Today, we are announcing 1-bit Bonsai models that bring advanced intelligence to the devices where people actually live and work.

For the last decade, AI has advanced along a clear trajectory: to make smarter models, you make them bigger. More parameters, more GPUs, more power, more memory, and more cost. That approach worked. It gave us models that can reason across long contexts, solve difficult problems, and generate software, research, and creative work at remarkable quality.

But it also created a deep structural constraint on the future of AI: the most capable intelligence became trapped inside massive clusters and specialized infrastructure. Yet some of the most important uses of AI are not confined to data centers. They happen on phones, laptops, vehicles, robots, secure enterprise environments, and edge devices.

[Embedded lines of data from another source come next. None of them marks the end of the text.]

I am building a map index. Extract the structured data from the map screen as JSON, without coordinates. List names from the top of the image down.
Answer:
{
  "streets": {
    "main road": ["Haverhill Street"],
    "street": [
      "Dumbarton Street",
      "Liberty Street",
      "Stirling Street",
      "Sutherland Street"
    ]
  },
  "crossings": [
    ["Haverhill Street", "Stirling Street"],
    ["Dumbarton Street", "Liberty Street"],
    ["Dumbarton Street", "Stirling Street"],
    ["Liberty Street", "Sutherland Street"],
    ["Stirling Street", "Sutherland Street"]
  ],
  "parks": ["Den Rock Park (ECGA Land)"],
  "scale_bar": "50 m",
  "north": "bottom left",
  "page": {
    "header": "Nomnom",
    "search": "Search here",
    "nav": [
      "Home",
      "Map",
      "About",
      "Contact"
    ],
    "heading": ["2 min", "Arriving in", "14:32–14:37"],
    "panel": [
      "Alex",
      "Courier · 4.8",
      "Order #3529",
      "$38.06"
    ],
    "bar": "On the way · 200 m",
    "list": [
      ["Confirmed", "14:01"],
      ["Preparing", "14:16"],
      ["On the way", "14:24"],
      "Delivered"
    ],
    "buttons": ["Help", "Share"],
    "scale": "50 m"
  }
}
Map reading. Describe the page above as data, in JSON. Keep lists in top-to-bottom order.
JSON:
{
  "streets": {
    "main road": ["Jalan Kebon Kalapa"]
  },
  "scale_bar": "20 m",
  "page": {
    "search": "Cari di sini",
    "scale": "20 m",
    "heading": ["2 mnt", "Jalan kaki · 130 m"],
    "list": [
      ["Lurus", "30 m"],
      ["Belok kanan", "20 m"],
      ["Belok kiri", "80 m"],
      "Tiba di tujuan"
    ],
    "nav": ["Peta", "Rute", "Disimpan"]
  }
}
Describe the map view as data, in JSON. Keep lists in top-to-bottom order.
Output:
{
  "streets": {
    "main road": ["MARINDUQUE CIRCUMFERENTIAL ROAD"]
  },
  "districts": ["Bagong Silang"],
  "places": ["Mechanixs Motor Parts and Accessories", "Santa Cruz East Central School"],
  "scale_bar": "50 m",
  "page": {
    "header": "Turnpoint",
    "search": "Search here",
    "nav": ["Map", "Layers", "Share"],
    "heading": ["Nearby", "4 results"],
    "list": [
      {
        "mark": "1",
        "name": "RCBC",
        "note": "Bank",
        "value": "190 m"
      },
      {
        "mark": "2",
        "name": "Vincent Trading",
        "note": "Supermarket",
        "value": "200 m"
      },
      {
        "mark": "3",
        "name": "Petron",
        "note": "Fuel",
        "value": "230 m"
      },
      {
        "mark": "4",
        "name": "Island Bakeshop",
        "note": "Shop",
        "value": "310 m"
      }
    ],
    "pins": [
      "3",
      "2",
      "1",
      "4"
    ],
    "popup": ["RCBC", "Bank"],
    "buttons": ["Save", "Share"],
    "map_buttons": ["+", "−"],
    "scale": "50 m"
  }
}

AI deployment no longer aligns with where it is needed. Today, that changes.

A New Path Forward: Concentrating intelligence

Today, we’re announcing PrismML, an AI lab building the most concentrated form of intelligence. Emerging from breakthrough research developed at Caltech, we’re guided by a core belief that the next major leaps in AI will be driven by order-of-magnitude improvements in intelligence density, not just sheer parameter count.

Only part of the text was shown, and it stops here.